Será A Revolução Encriptada?

A imaginação popular e a mídia de massa, não apenas no Brasil, mas em todo o mundo, têm se concentrado majoritariamente nos aspectos de investimento financeiro das criptomoedas. Por esse motivo, a depender de com quem você fale, o fenômeno ora é visto como um jeito mágico de ganhar dinheiro fácil, ora como uma gigantesca bolha especulativa prestes a estourar, ou simplesmente como um esquema fraudulento de pirâmide financeira para roubar os incautos.
A verdade é que se você estiver se referindo a uma criptomoeda específica em um momento específico do tempo, todas as alternativas acima podem ser verdadeiras. Quem colocou dinheiro nas criptomoedas certas no início de 2017 teve ganhos acima de qualquer outro ativo do mercado ou de qualquer expectativa razoável. Isso pra não falar nos pioneiros do Bitcoin que tiveram fé e nervos para manter suas posições por vários anos. Esses viraram literalmente milionários à partir de investimentos insignificantes. Praticamente “magia” financeira.
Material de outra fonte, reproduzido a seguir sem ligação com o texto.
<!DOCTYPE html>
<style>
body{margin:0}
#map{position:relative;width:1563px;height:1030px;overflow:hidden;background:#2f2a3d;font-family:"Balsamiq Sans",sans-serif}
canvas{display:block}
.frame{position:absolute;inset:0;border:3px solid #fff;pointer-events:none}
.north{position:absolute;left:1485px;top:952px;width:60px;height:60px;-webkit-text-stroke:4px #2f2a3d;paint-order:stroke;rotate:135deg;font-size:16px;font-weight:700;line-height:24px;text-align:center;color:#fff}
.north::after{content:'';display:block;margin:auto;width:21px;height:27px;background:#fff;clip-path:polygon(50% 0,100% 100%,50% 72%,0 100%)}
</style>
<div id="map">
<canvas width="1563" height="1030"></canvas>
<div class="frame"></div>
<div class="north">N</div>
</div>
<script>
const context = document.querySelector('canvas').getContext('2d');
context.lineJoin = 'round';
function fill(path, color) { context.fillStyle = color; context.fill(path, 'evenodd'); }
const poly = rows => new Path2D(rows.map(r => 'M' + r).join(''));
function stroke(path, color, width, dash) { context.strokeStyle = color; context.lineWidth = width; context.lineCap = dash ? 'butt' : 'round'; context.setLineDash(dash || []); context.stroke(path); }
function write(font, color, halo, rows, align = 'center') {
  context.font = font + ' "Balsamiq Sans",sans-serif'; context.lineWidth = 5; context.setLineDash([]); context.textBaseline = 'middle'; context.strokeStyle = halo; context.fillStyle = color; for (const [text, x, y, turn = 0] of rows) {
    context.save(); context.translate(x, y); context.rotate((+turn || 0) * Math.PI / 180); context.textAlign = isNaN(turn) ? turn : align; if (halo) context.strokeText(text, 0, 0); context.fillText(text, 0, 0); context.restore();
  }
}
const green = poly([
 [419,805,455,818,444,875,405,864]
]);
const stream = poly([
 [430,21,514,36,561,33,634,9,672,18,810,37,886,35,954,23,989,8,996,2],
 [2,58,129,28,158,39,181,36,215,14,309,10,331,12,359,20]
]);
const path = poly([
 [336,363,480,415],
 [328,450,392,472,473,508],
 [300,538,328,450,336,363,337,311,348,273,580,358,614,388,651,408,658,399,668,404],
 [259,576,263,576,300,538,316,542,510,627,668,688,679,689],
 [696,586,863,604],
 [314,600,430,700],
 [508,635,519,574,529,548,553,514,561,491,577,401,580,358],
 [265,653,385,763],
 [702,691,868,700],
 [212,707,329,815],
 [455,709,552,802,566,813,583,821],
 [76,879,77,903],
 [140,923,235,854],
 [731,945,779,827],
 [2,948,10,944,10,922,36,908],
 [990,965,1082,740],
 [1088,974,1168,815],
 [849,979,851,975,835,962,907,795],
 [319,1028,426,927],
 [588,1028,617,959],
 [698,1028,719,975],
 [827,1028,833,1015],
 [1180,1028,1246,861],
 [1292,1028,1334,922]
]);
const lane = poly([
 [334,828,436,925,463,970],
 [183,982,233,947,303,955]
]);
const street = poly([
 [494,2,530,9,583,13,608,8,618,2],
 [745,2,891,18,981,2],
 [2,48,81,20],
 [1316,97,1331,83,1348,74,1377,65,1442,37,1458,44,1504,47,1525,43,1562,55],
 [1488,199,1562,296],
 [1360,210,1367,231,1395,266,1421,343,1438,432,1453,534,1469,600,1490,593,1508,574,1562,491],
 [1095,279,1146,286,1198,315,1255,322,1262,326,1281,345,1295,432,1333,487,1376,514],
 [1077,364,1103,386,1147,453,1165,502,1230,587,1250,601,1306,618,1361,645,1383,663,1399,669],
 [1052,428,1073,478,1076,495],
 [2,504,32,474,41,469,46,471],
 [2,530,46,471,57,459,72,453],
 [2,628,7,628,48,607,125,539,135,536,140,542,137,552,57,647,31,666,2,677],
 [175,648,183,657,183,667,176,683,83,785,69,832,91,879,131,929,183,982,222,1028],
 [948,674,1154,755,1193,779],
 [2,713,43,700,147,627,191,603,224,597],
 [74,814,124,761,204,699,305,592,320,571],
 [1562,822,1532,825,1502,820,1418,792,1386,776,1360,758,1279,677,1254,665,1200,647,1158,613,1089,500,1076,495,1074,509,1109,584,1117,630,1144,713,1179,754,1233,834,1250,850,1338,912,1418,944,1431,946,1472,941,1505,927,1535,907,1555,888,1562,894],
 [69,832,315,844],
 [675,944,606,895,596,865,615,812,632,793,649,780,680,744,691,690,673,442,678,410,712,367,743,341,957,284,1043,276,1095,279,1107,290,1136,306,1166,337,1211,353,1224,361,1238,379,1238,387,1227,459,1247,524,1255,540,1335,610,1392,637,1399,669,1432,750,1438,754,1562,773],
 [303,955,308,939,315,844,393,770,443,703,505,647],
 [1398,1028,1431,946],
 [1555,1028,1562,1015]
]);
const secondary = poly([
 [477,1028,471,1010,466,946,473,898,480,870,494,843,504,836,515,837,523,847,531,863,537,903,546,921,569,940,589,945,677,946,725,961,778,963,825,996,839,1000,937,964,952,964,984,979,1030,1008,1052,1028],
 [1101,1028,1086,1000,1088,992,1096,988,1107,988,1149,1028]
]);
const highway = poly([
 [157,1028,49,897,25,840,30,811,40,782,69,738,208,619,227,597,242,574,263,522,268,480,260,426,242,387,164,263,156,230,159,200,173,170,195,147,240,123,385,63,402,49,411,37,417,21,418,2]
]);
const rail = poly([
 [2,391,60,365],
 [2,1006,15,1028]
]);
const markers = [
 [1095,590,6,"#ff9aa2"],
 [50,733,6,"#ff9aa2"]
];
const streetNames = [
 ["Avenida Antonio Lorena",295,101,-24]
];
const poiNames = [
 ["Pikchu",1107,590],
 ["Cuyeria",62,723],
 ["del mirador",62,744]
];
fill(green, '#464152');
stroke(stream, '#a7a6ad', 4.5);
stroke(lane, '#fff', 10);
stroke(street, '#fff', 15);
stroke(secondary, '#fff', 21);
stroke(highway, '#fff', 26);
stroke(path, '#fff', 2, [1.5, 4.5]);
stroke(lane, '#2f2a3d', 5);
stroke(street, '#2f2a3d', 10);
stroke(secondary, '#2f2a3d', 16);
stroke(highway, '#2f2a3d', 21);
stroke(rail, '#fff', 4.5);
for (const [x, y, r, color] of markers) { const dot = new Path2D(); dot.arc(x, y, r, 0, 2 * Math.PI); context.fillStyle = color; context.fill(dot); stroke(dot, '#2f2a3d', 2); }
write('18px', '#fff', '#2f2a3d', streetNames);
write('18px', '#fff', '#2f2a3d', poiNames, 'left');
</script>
Por outro lado, o Bitcoin perdeu dois terços do seu valor nas primeiras semanas de 2018, caindo abaixo dos 7.000 dólares, depois de ter chegado a quase 20.000 em meados de Dezembro de 2017 (no momento em que escrevo, está rodando na casa dos 10.000 dólares). Muitos enxergam nesse comportamento o final da fase de “euforia” de uma bolha especulativa e os primeiros sinais da fase de “aflição” (ver The Economist).
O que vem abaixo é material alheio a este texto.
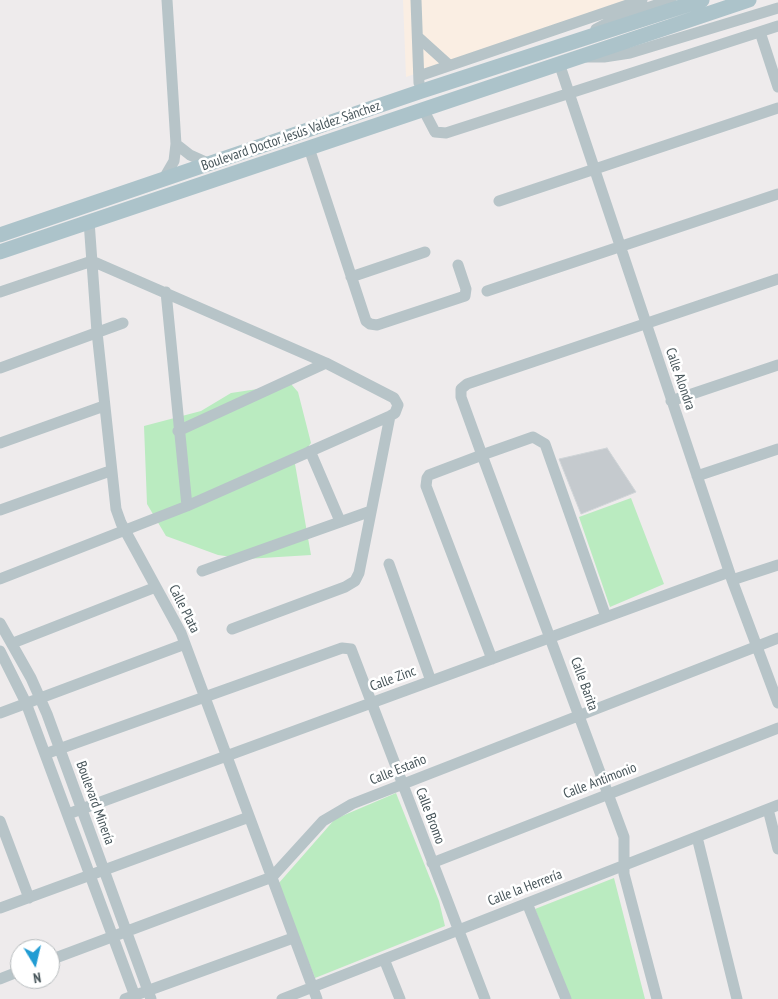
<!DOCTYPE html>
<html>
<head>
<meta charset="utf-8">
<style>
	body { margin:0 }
	#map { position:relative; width:778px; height:999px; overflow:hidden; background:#eeebec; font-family:"PT Sans Narrow",sans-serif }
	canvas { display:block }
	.north { position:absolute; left:10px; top:939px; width:50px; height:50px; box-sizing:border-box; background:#fff; border:1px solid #b5babc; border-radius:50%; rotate:171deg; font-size:14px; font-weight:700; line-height:20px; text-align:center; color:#455358 }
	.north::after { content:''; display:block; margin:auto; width:18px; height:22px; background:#219cd3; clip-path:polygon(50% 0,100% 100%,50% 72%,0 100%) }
</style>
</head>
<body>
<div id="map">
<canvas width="778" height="999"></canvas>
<div class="north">N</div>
</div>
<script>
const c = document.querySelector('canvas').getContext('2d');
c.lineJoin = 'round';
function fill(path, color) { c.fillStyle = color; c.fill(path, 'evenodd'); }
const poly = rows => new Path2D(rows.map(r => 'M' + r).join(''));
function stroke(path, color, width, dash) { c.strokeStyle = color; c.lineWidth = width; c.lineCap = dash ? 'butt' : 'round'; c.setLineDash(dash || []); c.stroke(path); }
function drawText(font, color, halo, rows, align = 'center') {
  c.font = font + ' "PT Sans Narrow",sans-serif'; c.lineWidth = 5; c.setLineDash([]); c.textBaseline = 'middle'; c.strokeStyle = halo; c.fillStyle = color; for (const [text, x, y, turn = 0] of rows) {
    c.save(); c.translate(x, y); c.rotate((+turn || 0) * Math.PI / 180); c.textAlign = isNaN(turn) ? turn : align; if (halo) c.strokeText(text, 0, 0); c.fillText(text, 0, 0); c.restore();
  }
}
fill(poly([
	[403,0,634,0,406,77]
]), '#faeee3');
fill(poly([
	[291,384,298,392,311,443,295,464,311,555,246,559,218,555,166,536,147,504,144,426,201,411,231,393],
	[631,498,664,584,610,607,579,517],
	[396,793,439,901,445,926,315,978,278,884,335,819],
	[614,878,645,999,571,999,535,909]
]), '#baebc0');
const building = poly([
	[607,448,636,492,581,514,559,459,607,448]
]);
fill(building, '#c5cace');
stroke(building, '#cfd4d7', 1);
stroke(poly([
	[416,0,419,83],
	[596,29,617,18,671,0],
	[760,32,778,87],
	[418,37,449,65],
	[587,57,604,57,630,53,778,8],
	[559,63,732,580,778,703],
	[419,76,642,0],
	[423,109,435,132,446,133,778,26],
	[176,144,190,155,210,164],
	[309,148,366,321,370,324,377,325,465,296,466,289,458,265],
	[163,180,174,161,176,144,167,0],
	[499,201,778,108],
	[89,221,97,332,116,509,121,523,181,633,317,999],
	[351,277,425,252],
	[487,291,778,194],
	[0,292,92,261,326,363,394,398,398,405,395,413,390,416,187,506,0,579],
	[166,292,187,506],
	[0,368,123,323],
	[671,401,778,365],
	[178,431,326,363],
	[0,443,104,406],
	[310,451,340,521],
	[697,476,778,449],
	[0,510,110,471],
	[389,564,431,681],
	[202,571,371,511],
	[732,580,778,565],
	[0,623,31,678,47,714,151,999],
	[232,629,345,587,355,581,359,573,390,416],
	[13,643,156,587],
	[0,651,26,703,136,999],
	[492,659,426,486,427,478,429,475,482,455,533,437,545,444,606,617],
	[0,713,185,644],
	[45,754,342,648,351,649,485,999],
	[768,809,778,849],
	[68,814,729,572],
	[0,821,29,898],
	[697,837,737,999],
	[432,863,778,728],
	[527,903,566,999],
	[0,908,249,817],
	[384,959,400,999],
	[50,960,272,877,323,821,352,804,778,638],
	[0,979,20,971],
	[125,999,293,938],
	[282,999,778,805],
	[657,999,624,874,624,837,482,455,461,397,461,389,467,384,778,279]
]), '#b7c4c8', 11);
stroke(poly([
	[0,235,419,92,702,0],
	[0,252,749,0]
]), '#acc3ca', 15);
drawText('14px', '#455358', '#fff', [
	["Boulevard Doctor Jesús Valdez Sánchez",291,136,-19],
	["Calle Alondra",680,379,71],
	["Calle Plata",184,609,63],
	["Calle Zinc",393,679,-20],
	["Calle Barita",584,684,70],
	["Calle Estaño",398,770,-22],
	["Calle Antimonio",600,781,-21],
	["Boulevard Minería",95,803,70],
	["Calle Bromo",430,816,69],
	["Calle la Herrería",525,888,-21]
]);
</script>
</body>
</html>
A situação é ainda pior se olhamos para as chamadas Initial Coin Offerings (ICOs). As ICOs são, a princípio, uma forma alternativa para que empresas nascentes possam captar investimentos fora do circuito tradicional de capital de risco (venture capital). A ideia central de uma ICO é que investidores individuais possam comprar, de forma antecipada, quantidades de uma nova criptomoeda ou token digital que vai movimentar uma futura aplicação ou serviço inovador. Essa compra, realizada com moeda tradicional ou com uma outra criptomoeda já estabelecida (bitcoin é, de longe, a mais comum) financia o desenvolvimento da própria aplicação ou serviço que, se bem sucedido, gera demanda por e valoriza o seu token - e, por conseguinte, o investimento inicial.
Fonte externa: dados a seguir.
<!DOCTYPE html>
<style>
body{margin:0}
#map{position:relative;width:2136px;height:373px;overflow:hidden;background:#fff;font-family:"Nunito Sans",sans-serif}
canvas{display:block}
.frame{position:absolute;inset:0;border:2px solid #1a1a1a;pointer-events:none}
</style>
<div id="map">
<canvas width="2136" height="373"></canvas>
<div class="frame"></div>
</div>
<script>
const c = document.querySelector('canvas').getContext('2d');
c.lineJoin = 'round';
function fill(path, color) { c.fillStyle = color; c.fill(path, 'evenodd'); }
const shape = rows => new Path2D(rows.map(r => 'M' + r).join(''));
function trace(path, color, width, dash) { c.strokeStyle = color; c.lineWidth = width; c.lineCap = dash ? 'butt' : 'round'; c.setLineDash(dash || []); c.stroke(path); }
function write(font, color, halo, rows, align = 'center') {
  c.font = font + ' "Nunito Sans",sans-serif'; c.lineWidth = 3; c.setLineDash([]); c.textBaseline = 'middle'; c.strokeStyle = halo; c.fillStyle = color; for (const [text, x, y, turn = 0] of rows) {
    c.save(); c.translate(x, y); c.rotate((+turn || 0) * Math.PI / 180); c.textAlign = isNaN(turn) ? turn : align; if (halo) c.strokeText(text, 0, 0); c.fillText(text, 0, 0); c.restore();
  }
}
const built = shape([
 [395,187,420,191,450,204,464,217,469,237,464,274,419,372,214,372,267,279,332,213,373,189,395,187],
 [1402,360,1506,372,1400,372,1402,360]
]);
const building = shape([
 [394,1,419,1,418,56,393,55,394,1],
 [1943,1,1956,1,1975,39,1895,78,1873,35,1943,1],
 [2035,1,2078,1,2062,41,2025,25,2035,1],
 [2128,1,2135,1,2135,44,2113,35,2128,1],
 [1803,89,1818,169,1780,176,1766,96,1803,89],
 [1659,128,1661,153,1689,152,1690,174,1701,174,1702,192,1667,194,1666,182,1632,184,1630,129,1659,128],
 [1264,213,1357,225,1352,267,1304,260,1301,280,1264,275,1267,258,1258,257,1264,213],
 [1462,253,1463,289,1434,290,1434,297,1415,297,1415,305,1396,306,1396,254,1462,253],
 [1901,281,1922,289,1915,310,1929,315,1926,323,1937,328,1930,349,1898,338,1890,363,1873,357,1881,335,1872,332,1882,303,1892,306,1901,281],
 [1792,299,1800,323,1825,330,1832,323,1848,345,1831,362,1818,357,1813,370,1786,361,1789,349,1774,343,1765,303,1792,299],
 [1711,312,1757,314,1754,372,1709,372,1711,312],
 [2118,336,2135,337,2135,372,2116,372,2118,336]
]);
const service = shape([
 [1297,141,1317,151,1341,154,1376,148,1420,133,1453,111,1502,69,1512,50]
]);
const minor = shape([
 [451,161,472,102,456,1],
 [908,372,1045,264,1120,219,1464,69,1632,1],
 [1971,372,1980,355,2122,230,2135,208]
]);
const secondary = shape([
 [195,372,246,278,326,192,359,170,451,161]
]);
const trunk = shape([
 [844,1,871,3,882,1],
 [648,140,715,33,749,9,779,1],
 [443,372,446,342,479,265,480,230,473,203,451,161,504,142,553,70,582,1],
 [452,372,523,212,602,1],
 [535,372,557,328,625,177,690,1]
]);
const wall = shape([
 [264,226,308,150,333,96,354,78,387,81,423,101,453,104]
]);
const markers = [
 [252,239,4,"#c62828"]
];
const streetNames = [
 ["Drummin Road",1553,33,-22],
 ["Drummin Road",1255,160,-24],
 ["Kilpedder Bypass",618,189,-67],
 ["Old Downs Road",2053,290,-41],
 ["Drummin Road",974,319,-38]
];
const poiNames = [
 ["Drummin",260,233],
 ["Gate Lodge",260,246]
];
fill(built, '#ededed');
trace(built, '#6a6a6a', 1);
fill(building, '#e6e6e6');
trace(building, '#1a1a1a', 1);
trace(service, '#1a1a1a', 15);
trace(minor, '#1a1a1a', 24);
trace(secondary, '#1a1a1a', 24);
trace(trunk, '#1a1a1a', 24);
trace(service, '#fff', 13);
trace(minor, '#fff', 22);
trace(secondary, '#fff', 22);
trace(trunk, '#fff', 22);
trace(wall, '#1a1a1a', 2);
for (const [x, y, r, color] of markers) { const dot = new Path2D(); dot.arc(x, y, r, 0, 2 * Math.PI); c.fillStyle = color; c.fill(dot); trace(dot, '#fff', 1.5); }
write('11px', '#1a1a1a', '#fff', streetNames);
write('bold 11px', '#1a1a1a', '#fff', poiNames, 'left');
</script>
Na prática, as ICOs se converteram em terreno fértil para golpes e fraudes. E os motivos para isso são velhos e novos: A busca por ganhos fáceis, associada à novidade do conceito e à complexidade da tecnologia envolvida (que dificultam sua compreensão pelos aspirantes a investidor). Junte a isso o fato de que as ICOs oferecem igualmente, tanto a empreendedores quanto a fraudadores, uma forma de evitar o processo rigoroso (e regulado) de captação de investimentos de risco através de fundos e bancos e temos uma oportunidade enorme para fraudes praticamente indistinguíveis de projetos legítimos.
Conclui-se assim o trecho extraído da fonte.